WHAT IS BEING ASKED:
What you write should be an exact copy of the material, from its first line through the line containing "Map reading. Give".

:::::

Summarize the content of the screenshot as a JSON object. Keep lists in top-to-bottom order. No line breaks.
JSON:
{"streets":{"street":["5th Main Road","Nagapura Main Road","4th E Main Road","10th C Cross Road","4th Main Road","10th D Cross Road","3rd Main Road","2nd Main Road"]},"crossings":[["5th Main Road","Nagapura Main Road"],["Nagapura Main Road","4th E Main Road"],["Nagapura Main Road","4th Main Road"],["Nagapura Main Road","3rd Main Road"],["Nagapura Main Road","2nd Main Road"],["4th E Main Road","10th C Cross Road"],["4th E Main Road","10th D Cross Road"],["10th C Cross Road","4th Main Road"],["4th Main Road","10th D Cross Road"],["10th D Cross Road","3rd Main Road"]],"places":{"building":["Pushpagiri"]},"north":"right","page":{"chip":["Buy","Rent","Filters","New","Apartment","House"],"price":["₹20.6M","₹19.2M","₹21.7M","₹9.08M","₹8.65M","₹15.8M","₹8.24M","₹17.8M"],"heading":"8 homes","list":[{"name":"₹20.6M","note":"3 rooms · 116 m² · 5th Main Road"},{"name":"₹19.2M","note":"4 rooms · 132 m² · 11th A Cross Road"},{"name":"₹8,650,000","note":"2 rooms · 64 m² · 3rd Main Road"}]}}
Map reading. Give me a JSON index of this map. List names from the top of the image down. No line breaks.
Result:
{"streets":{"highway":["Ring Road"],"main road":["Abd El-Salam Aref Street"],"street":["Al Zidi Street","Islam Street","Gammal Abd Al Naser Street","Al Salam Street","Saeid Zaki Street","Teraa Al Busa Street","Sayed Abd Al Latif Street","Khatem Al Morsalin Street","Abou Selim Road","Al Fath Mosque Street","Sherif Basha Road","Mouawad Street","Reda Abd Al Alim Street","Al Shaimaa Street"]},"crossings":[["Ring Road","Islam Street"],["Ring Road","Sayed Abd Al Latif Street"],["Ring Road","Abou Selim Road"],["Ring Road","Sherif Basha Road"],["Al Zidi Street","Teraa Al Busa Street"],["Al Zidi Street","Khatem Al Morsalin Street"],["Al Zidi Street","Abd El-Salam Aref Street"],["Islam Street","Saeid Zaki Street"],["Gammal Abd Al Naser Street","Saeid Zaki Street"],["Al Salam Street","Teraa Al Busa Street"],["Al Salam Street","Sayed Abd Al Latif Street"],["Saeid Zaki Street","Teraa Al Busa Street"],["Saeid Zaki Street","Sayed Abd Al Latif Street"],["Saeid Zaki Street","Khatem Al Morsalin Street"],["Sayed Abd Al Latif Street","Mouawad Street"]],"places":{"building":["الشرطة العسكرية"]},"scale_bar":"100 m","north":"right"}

:::::

RESULT OF THIS TASK:
Summarize the content of the screenshot as a JSON object. Keep lists in top-to-bottom order. No line breaks.
JSON:
{"streets":{"street":["5th Main Road","Nagapura Main Road","4th E Main Road","10th C Cross Road","4th Main Road","10th D Cross Road","3rd Main Road","2nd Main Road"]},"crossings":[["5th Main Road","Nagapura Main Road"],["Nagapura Main Road","4th E Main Road"],["Nagapura Main Road","4th Main Road"],["Nagapura Main Road","3rd Main Road"],["Nagapura Main Road","2nd Main Road"],["4th E Main Road","10th C Cross Road"],["4th E Main Road","10th D Cross Road"],["10th C Cross Road","4th Main Road"],["4th Main Road","10th D Cross Road"],["10th D Cross Road","3rd Main Road"]],"places":{"building":["Pushpagiri"]},"north":"right","page":{"chip":["Buy","Rent","Filters","New","Apartment","House"],"price":["₹20.6M","₹19.2M","₹21.7M","₹9.08M","₹8.65M","₹15.8M","₹8.24M","₹17.8M"],"heading":"8 homes","list":[{"name":"₹20.6M","note":"3 rooms · 116 m² · 5th Main Road"},{"name":"₹19.2M","note":"4 rooms · 132 m² · 11th A Cross Road"},{"name":"₹8,650,000","note":"2 rooms · 64 m² · 3rd Main Road"}]}}
Map reading. Give me a JSON index of this map. List names from the top of the image down. No line breaks.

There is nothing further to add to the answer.